**WHAT YOU WILL DO**
Scan the entries that follow and copy out every line containing "column".

[Records from a dataset]
__________

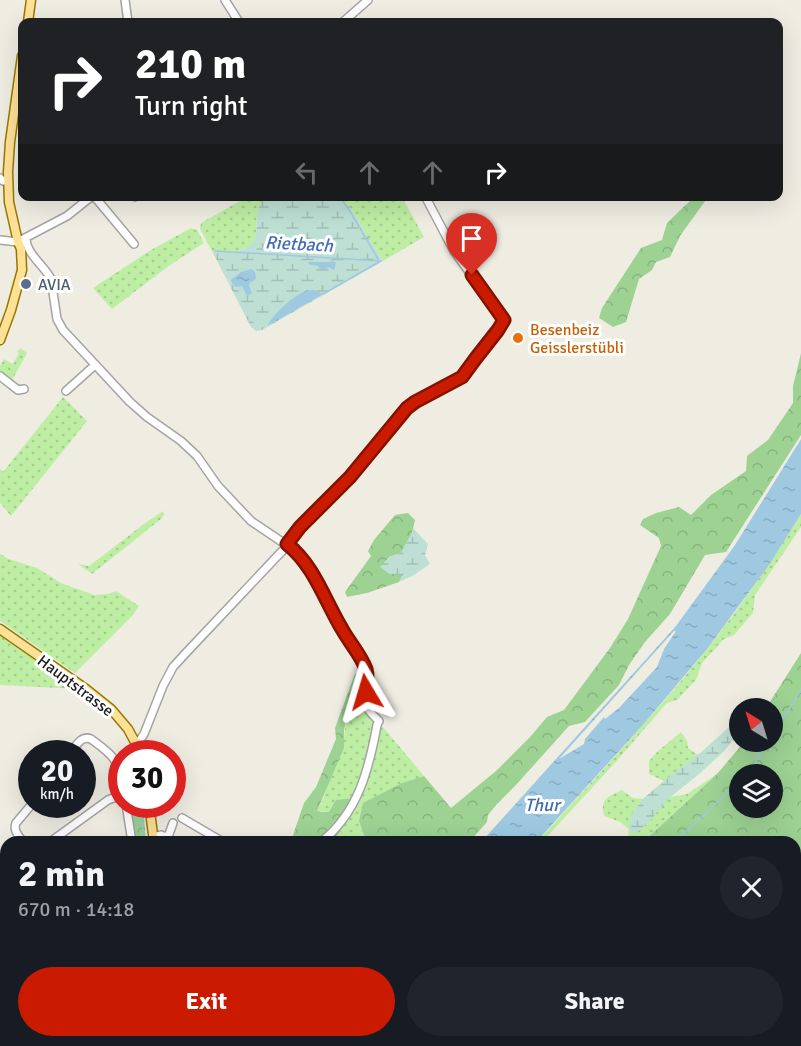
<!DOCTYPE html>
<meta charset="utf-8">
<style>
:root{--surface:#171b24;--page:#20242c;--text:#f1f3f6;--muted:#9ea1a6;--accent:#ca1b00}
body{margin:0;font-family:Signika,sans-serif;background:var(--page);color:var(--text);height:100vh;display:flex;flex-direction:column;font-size:22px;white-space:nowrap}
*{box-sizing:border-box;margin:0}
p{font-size:20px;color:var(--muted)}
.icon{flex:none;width:33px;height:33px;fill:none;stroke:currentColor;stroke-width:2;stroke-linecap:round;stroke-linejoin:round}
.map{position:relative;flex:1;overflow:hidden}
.sheet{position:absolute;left:0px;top:836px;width:801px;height:212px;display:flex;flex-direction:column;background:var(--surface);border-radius:18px 18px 0 0;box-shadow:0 6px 24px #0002}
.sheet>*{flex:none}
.hud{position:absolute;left:18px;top:18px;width:765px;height:183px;border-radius:12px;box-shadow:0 6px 24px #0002;background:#202124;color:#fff;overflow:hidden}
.needle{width:39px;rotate:322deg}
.controls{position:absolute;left:729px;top:698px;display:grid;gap:12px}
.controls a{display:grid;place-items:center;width:54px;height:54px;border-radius:50%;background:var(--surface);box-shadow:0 6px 24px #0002;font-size:30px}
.speed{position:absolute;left:18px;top:740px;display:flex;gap:12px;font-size:30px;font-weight:700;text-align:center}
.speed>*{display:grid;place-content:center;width:78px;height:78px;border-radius:50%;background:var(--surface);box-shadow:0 6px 24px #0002;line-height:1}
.speed small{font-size:15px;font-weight:400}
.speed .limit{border:9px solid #d22;background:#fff;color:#111}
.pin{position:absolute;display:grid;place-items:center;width:51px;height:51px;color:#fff;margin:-62px -26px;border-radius:50% 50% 50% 0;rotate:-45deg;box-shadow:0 0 6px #0007}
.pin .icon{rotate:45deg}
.me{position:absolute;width:66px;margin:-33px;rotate:353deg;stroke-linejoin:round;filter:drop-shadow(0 0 4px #0008)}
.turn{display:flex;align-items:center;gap:21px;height:126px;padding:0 18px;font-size:27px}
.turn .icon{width:78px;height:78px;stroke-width:2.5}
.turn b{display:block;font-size:42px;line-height:51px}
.lanes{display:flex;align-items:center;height:57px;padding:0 18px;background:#0003;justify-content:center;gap:30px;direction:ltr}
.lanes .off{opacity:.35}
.round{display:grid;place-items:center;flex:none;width:63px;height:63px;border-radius:32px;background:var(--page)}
.headline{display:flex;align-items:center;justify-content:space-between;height:102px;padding:0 18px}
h1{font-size:36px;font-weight:700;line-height:45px}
.primary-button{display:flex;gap:12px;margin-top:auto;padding:12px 18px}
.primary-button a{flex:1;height:69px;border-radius:36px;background:var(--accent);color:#fff;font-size:24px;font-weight:700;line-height:69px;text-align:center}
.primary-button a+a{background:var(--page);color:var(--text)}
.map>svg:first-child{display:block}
</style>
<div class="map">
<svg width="801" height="1046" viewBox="0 0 801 1046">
<defs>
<pattern id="grass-dots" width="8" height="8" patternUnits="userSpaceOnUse" patternTransform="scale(1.5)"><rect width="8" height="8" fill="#beeea3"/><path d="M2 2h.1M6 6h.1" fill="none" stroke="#a3cc8c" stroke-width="1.8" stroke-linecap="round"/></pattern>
<pattern id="forest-crowns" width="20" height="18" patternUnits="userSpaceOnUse" patternTransform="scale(1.5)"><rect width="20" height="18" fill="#9dd293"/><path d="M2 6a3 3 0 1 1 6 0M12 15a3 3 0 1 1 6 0" fill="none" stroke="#87b47e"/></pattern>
<pattern id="wetland-marsh" width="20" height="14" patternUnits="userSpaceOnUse" patternTransform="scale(1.5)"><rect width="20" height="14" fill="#bddfd4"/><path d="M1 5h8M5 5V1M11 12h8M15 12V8" fill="none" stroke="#a2bfb6"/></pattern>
<pattern id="water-ripples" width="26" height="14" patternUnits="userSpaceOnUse" patternTransform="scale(1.5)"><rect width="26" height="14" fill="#9ec9e1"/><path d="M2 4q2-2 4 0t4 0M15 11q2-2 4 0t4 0" fill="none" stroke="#88acc1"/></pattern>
</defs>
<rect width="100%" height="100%" fill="#efede2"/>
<path fill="url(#grass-dots)" d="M247,197H273C270,198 266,198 264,200C248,213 268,241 241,250C233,253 221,251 212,251L200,229L201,223Z
M342,197H402L424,237L383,261C369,240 357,217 342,197Z
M191,228L197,230L204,243L170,265L112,309L93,288L151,250Z
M20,348L27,353L11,382L0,373V366L4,359L13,364L19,353L17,352Z
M63,397L87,421L11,516L0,503V469L3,472Z
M163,511L164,515L161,519L92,574L78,564L89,566L148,521Z
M801,514V527L755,595L753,613L734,635L724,639L702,663L696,680L677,700L667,703L613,765L543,841L537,842C595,778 654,716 707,649C741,606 772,561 801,514Z
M0,554L9,559L37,568L61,583L94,595L108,594L116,591L139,606L133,615L75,673L0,621Z
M0,635L8,640L78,689L0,685Z
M365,674V699L376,723L371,754L355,798L329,812L317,811L323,799L344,738L348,709L354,700Z
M738,719H739V732L724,751L700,773L670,797L687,794L717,774L644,841H627L629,829L620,822L604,816C600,799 607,797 622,790L633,798L643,799L664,781L649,774V761L657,752L681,732L687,741L688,748L698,755Z
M380,727H383L424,776L402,783L359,821L366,841L334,842L339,833L338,826L353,806Z
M348,1041H442L436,1046H343Z
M652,1041H705L702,1046H650Z"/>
<path fill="url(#forest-crowns)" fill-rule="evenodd" d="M694,197H708L680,236L670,257L656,262L652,270L639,279L626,322L613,327L599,318L602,308L641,248L662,240L667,223Z
M801,353V435L726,552L705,555L670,614L645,642L629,665L619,685L585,722L569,726L516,785L497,804L488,815L487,822L470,841H366L359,821L363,803L402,783L424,776L451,808L496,771L531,736L547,717L564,710L610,648L628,619L661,546L659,538L640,525L643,519L656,513L679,507L691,515L711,495L746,471L747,456L768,440L793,403V386Z
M408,513L415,520L412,533L401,553L389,557L403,575L399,582L367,593L347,597L345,592L371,556L368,551L374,540L395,515Z
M801,653V974L795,973V842L644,841L717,774L745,741H772V708H766ZM740,774H772V807H740Z
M359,673L365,674L354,700L348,709L344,731V748L317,811L322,812H329L336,800L355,798L339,821V833L334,841H296L293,835L304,803L316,787L336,739L335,728L355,674Z
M128,804H143L146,841H133Z
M795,996H801V1025L795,1024Z
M150,1041H203L204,1043L198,1046H141Z
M243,1041H275L270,1046H240Z
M441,1041H515L519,1046H436Z
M540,1041H651L649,1046H544Z"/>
<path fill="url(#wetland-marsh)" d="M273,197H342C357,217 369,240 383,261L262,330L256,331L251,327L212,251C221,251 233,253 241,250C268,241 248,213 264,200C266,198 270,198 273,197Z
M413,528L428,544L425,555L430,564L414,575L399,582L402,575L389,574L380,567L389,557L401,553L412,533Z
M738,719H739V732L724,751L700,773L669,798L649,822L635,834L629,829L630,816L643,799L665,780L703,751Z"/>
<path fill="url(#water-ripples)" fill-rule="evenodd" d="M333,261L336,263L334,270L328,267L326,270L320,269L318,266L308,264L309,262H328Z
M252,269L255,272L256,279L251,281L249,286L252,293L247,296L242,286L236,287L232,283L231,280L241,272Z
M307,290H314L323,294L267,326C275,312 292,297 307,290Z
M801,439V514L769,565L707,649L642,726L537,841H482L676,626L735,545ZM674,631H676L664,649L657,667L619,708L605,719L604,717L585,739L584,744L559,759Z
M279,1041H348L343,1046H274Z"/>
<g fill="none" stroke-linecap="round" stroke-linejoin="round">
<path stroke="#9ec9e1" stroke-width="1.5" d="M339,196L350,211L378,259
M215,251L381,261
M323,294L379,262
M772,736L801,690
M745,774L752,767L769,741
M138,804L139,819L143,827L142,833L143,842
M675,842L719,801L740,780
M174,1046L175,1041
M456,1046L499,1041"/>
<defs>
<path id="minor" d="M125,0L128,22
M225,0L239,22
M343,22L368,0
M0,178L3,181H8
M94,196L134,244
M135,197V196
M26,238C26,254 44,265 51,279L57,319L63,330L130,402L147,417L181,441L197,456L218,486L251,521L291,548C315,572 324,597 340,626C348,640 361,655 366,670C369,682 362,696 367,707C370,713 375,717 379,721L377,725C369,769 358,813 321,842
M23,239L67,216L92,196
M0,240L18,242L21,243
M0,376L18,390L24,389
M66,391L95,365
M135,742L140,740L144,734L163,686L173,667L184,655L284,549C298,523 330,499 351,477C371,455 387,430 407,408L415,402L462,377L501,326L504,320L454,251L425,196
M71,753C76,746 81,735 91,739C111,754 117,757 122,782
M126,804L132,842
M182,818L223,842
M153,837L161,835L166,837L168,842
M166,837L169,834L173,823
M23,842C19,836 13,831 16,823L32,804
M50,842L108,800L113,798H122
M0,885L6,879
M0,951L6,946
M0,984L6,980"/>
<path id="major" d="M28,22L31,0
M0,340L11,310L22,270L21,249L18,242L9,202L8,172L10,142L22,56
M0,629L86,689L111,709L128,729L135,742L139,753
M149,804L154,842
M527,1041L532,1046"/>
</defs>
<use href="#minor" stroke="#a4a4a4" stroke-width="10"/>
<use href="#major" stroke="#967900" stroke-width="11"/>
<use href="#minor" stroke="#fff" stroke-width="7"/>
<use href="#major" stroke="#ffe097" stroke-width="8"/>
</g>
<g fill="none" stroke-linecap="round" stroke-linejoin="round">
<defs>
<path id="route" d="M366,692C367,685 368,677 366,669C361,655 349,642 342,629C325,601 314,565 287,544L300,527L350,477L407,408L415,402L462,377L476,358L498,330L504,320L472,275"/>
</defs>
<use href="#route" stroke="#831200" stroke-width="15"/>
<use href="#route" stroke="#ca1b00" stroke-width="10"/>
</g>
<circle fill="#5c6f8a" stroke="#fff" stroke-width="2" cx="26" cy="284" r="6"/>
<circle fill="#e8710a" stroke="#fff" stroke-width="2" cx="518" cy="338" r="6"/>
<g text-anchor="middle" stroke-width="6" stroke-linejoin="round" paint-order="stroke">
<g font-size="16" fill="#4e5e75" stroke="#fff" text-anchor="start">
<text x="38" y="290">AVIA</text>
</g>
<g font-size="16" fill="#c56008" stroke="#fff" text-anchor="start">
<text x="530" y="335">Besenbeiz<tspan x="530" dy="18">Geisslerstübli</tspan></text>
</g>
<g font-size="16" fill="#1d1d1d" stroke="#fff">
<text transform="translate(76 685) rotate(37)" y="6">Hauptstrasse</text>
</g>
<g font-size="18" font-style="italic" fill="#426cb4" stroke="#fff">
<text transform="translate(299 244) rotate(3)" y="6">Rietbach</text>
<text x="542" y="811">Thur</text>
</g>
</g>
</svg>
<div class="controls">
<a><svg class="needle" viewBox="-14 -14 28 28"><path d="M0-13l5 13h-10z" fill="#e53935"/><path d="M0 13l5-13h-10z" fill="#9ea1a6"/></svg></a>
<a><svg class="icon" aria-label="layers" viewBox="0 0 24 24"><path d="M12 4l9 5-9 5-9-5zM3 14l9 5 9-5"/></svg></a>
</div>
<div class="speed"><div>20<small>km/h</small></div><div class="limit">30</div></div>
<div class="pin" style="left:472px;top:275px;background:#d93025"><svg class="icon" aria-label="arrive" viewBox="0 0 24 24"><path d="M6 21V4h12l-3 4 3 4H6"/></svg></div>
<svg class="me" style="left:366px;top:692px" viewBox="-20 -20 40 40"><path d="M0-17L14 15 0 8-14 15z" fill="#ca1b00" stroke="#fff" stroke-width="4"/></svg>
<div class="hud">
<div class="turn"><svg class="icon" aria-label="right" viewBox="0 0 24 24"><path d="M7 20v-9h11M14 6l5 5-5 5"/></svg><div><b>210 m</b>Turn right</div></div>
<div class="lanes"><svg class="icon off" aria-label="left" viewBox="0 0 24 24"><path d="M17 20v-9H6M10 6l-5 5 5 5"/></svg><svg class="icon off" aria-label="ahead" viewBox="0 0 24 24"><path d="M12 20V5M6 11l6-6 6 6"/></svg><svg class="icon off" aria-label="ahead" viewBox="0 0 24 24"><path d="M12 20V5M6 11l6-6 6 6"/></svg><svg class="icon" aria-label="right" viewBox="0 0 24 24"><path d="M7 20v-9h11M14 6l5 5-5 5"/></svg></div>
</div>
<section class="sheet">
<div class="headline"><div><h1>2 min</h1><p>670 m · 14:18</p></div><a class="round"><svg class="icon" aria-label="close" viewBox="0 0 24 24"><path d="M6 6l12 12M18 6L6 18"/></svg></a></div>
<div class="primary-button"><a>Exit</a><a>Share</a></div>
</section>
</div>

__________

**RESULT OF THIS TASK**
body{margin:0;font-family:Signika,sans-serif;background:var(--page);color:var(--text);height:100vh;display:flex;flex-direction:column;font-size:22px;white-space:nowrap}
.sheet{position:absolute;left:0px;top:836px;width:801px;height:212px;display:flex;flex-direction:column;background:var(--surface);border-radius:18px 18px 0 0;box-shadow:0 6px 24px #0002}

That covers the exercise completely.